Sunday, 16 May 2010

Sourdough bread

Bread is one of the simplest and most satisfying things you can cook. Made with only four ingredients – flour, water, yeast or sourdough starter, and a pinch of salt – it’s incredible the transformation that takes place through the action of the yeast. And homemade bread is far superior to anything you can buy in the shops. Thanks to my sourdough starter, I have scarcely bought a loaf of bread at any time in the past year.

I use my breadmaker to make my homemade sourdough bread, and there are two different techniques that I use – the first of which makes a more rustic loaf, while the second is finer and closer to the kind of texture you would expect from a shop bought loaf. I discovered the second method completely by accident, but it makes a nice loaf of bread so I have stuck with it.

The yeast in sourdough is less active than commercial yeast, so making bread with it is a slower process. To get around this, I normally start the process either before I go to bed or before I leave for work, and just let the sourdough starter do its thing. The timings provided are approximate – sometimes it will take longer, sometimes quicker, depending on the temperature. The bread is risen when it’s doubled in size.
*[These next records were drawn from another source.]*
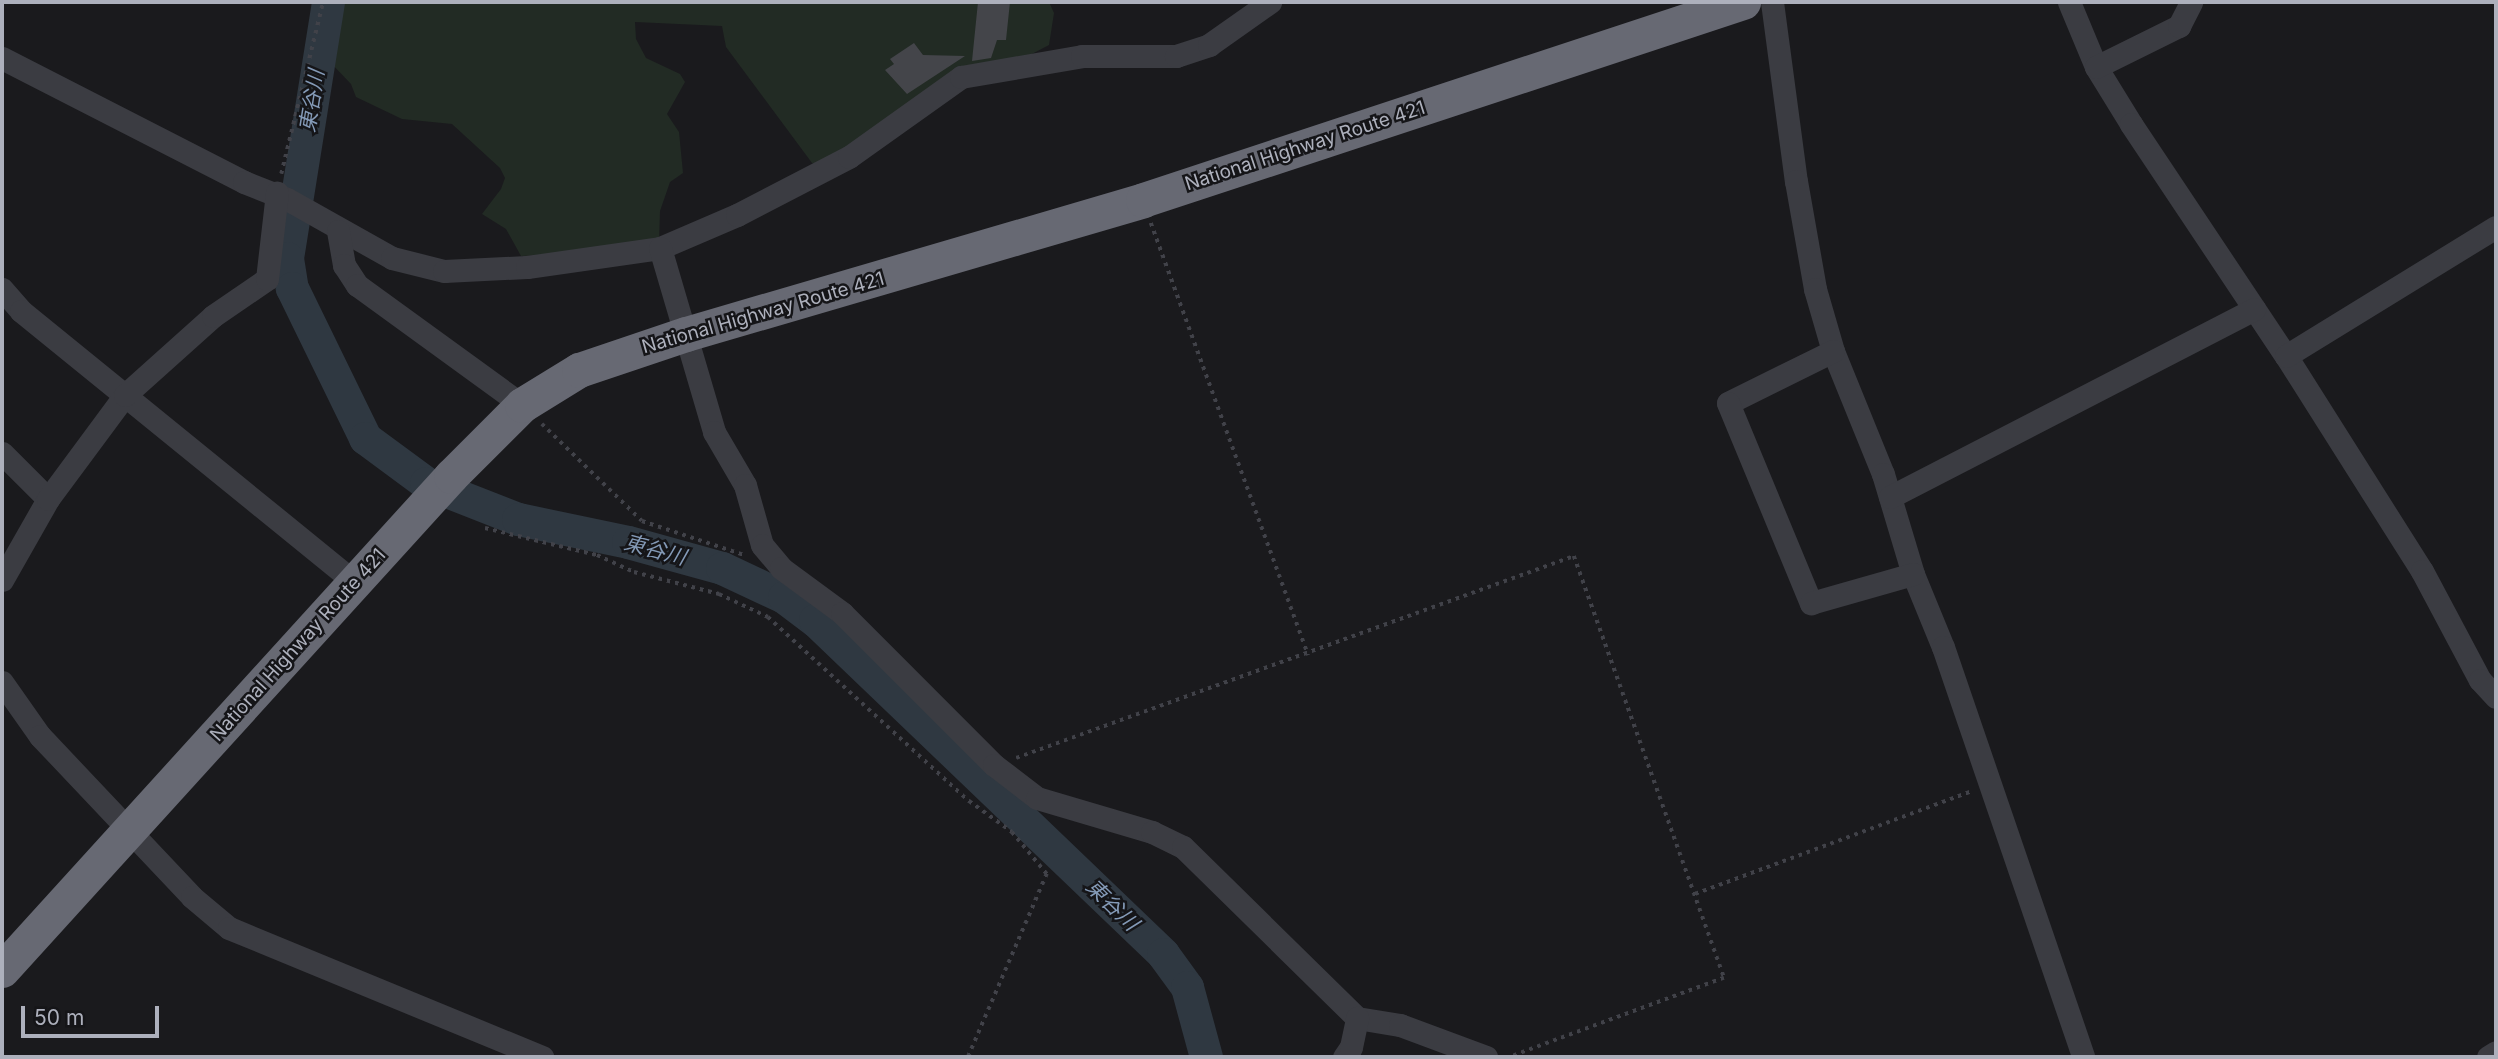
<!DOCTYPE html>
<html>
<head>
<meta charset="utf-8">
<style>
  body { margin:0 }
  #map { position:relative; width:2498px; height:1059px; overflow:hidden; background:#1a1a1d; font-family:Inter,"Noto Sans JP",sans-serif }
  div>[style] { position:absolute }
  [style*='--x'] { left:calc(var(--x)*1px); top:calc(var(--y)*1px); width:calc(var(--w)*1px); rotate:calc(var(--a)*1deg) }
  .green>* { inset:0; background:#222b24 }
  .river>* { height:33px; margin:-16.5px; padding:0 16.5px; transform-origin:16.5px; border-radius:16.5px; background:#2f3841 }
  .building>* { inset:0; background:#44454a }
  .path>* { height:3.5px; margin-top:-1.75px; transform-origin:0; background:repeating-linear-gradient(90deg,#414249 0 3.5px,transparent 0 8.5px) }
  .minor>* { height:23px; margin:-11.5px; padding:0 11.5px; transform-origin:11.5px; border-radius:11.5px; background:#3b3c42 }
  .highway>* { height:35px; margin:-17.5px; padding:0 17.5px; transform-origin:17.5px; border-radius:17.5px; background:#676973 }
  span { translate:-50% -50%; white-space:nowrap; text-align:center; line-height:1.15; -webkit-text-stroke:5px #151518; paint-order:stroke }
  .street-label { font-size:19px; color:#adb0bc }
  .water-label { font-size:21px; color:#849ab7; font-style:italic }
  .frame { position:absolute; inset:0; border:4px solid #adb0bc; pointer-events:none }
  .scale { position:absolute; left:21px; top:1006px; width:138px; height:32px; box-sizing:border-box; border:4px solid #adb0bc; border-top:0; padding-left:9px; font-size:21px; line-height:24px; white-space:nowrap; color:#adb0bc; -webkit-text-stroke:5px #151518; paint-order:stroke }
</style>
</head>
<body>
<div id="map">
  <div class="green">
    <div style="clip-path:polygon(335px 2px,1049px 2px,1054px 13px,1049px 45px,820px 165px,812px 163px,726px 47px,722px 26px,635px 22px,636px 39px,646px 58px,680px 74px,685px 82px,667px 114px,679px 132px,683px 173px,670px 182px,660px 211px,659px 243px,585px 254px,521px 256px,506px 229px,482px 214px,501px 189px,505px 178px,500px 168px,452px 124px,402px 119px,356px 97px,351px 84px,327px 59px)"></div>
  </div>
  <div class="river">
    <div style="--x:328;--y:2;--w:259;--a:99.1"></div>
    <div style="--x:287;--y:258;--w:30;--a:81"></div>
    <div style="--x:292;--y:288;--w:167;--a:64"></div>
    <div style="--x:365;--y:438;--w:76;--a:36.4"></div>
    <div style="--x:426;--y:483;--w:99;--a:21.4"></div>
    <div style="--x:518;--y:519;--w:112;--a:11.8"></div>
    <div style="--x:628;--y:542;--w:98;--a:15.5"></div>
    <div style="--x:722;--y:568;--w:68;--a:25.1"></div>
    <div style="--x:784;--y:597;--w:39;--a:37"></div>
    <div style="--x:815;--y:620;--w:482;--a:43.8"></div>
    <div style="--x:1163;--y:954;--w:41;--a:54"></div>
    <div style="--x:1187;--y:987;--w:73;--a:74.8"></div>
  </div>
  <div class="building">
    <div style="clip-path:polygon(978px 2px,1010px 2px,1006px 40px,997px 40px,991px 58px,972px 61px)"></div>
    <div style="clip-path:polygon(914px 43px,923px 55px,965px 56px,907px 94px,885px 70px,894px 64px,890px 59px)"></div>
  </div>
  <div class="path">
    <div style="--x:281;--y:174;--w:177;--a:-76.3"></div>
    <div style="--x:1151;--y:223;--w:460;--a:70"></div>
    <div style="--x:542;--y:424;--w:139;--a:44.1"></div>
    <div style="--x:642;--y:521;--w:108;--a:18.4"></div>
    <div style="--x:485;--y:528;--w:115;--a:13.6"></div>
    <div style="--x:597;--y:555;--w:41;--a:24.7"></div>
    <div style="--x:634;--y:572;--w:88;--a:14.5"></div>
    <div style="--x:719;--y:594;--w:54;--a:25.1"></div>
    <div style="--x:768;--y:617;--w:273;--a:42.5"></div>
    <div style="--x:969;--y:801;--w:53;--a:35.8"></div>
    <div style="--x:1012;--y:832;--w:55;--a:50.2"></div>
    <div style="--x:1047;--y:874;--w:199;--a:113.3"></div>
    <div style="--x:1016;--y:758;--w:593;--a:-19.9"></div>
    <div style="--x:1574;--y:556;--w:448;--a:70.4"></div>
    <div style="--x:1724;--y:978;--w:227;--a:159.7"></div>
    <div style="--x:1695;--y:894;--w:296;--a:-20.4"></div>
  </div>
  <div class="minor">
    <div style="--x:1772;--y:2;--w:181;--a:82.4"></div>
    <div style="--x:1796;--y:181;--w:110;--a:80"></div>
    <div style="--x:1815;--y:289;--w:65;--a:73.8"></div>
    <div style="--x:1833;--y:351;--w:133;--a:67.9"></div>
    <div style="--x:1883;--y:474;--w:104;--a:73.3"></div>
    <div style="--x:1913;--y:574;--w:79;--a:67.7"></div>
    <div style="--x:1943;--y:647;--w:433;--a:71.1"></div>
    <div style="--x:2069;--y:2;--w:70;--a:67.4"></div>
    <div style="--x:2096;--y:67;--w:67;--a:58.4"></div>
    <div style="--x:2131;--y:124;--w:279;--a:56.3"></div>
    <div style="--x:2286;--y:356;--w:254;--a:57.7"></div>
    <div style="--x:2422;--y:571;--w:123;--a:62"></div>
    <div style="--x:2480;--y:680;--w:23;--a:47"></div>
    <div style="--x:2;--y:58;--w:272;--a:27.1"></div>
    <div style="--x:244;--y:182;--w:46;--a:21.6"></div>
    <div style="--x:287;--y:199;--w:120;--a:29.3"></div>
    <div style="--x:392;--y:258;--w:54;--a:14"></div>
    <div style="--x:444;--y:271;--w:83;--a:-2.8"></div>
    <div style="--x:527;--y:267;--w:134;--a:-8.1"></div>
    <div style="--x:660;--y:248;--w:84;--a:-23.2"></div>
    <div style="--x:737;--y:215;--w:126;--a:-27.4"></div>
    <div style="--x:849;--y:157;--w:138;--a:-35.5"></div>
    <div style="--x:961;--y:77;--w:123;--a:-9.8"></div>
    <div style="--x:1082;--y:56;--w:94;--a:0"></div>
    <div style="--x:1176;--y:56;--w:35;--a:-18"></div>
    <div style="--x:1209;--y:45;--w:75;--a:-35.2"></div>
    <div style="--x:2096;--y:67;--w:93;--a:-26.3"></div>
    <div style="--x:2179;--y:26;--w:27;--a:-63"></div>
    <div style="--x:338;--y:231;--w:35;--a:80"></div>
    <div style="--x:344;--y:265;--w:24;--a:57"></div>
    <div style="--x:357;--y:285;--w:204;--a:36"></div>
    <div style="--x:660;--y:248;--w:192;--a:73.6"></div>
    <div style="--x:714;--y:432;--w:61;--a:59.7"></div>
    <div style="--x:745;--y:485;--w:62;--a:74.2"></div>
    <div style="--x:762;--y:545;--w:30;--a:50"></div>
    <div style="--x:781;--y:568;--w:76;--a:36.4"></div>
    <div style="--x:842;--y:613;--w:215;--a:45"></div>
    <div style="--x:994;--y:765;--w:54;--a:37.5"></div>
    <div style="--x:1037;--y:798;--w:120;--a:16.5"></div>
    <div style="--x:1152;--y:832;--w:34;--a:26"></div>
    <div style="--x:1183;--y:847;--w:244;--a:44.5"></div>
    <div style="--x:1357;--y:1018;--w:44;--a:9.2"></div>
    <div style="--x:1400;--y:1025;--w:92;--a:20.4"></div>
    <div style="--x:2;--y:289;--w:29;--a:49"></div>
    <div style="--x:21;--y:311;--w:429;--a:39.1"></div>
    <div style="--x:1833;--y:351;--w:117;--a:153.7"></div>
    <div style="--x:1728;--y:403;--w:217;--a:67.5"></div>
    <div style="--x:1811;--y:603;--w:106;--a:-15.9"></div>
    <div style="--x:2286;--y:356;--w:246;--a:-31.6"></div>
    <div style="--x:2;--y:453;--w:65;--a:45"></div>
    <div style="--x:1890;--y:497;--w:410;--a:-27.3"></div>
    <div style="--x:2;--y:580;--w:93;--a:-60.4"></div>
    <div style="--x:48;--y:499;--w:129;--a:-53.5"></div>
    <div style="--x:125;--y:395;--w:118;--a:-41.9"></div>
    <div style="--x:213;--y:316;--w:65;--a:-34.4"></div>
    <div style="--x:267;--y:279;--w:87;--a:-83.4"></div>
    <div style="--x:2;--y:682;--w:66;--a:54.9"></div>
    <div style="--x:40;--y:736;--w:221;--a:46.6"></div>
    <div style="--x:192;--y:897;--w:48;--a:40"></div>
    <div style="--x:229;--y:928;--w:339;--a:22.4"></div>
    <div style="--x:1344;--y:1057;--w:12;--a:-55"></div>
    <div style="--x:1351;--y:1047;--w:30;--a:-78"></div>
    <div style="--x:2488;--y:1057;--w:9;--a:-32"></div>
  </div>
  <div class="highway">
    <div style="--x:2;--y:970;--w:668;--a:-47.73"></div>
    <div style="--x:451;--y:476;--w:100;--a:-45"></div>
    <div style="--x:522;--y:405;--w:67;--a:-31.6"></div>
    <div style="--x:579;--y:370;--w:113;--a:-18.6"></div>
    <div style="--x:686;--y:334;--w:476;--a:-16.3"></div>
    <div style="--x:1143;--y:200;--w:632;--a:-18.26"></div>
  </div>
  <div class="street-label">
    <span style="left:1305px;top:146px;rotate:-18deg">National Highway Route 421</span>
    <span style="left:763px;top:313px;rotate:-16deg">National Highway Route 421</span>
    <span style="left:298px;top:645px;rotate:-48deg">National Highway Route 421</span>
  </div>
  <div class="water-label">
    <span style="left:312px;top:101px;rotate:-81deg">東谷川</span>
    <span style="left:655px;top:550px;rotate:15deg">東谷川</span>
    <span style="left:1112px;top:905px;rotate:44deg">東谷川</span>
  </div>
  <div class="frame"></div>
  <div class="scale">50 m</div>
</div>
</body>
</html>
3 ¼ cups of strong white bread flour

1 cup water

½ cup sourdough starter

Pinch of salt

Method 1 – rustic texture

Place all the ingredients in the breadmaker and put on the dough setting. Allow to rise for six hours. Then turn the dough out onto a well-flour surface and knead to knock out the air. Place the dough into a grease loaf tin and cover with a lightly oiled sheet of cling film. Allow to rise for a further three hours and then bake in a very hot over – 240C – for about 25 minutes. The bread is ready if the bottom of the loaf sounds hollow when you tap it. If the base of the loaf looks a bit pale, stick it back in the over for 5 minutes to brown.

Method 2 – finer texture

Place all of the ingredients in the breadmaker, save for one cup of flour, and put on the dough setting. This will create a sticky batter. Leave to ferment for six hours. Then add the remaining cup of flour and turn on the breadmaker’s dough setting for a second time. The dough will be a lot stickier than for the first method, but this is normal. Grease a loaf tin and then grease your hands to transfer the sticky dough from the breadmaker to the tin. Cover the dough with a lightly oiled sheet of cling film and then continue as for the first method.

NB: If you're wondering why I use the breadmaker to create the dough but not to bake the bread, it's because I prefer the taste of bread baked in a very hot oven. It's perfectly possible to bake sourdough bread in a breadmaker - you just allow the bread to rise in the tin, and then when it's ready you turn it onto the bake-only setting - but it doesn't come out quite as perfectly as if you bake it in the oven. Using the breadmaker to make the dough still saves a lot of time and effort, and baking it in the breadmaker still makes a tasty loaf.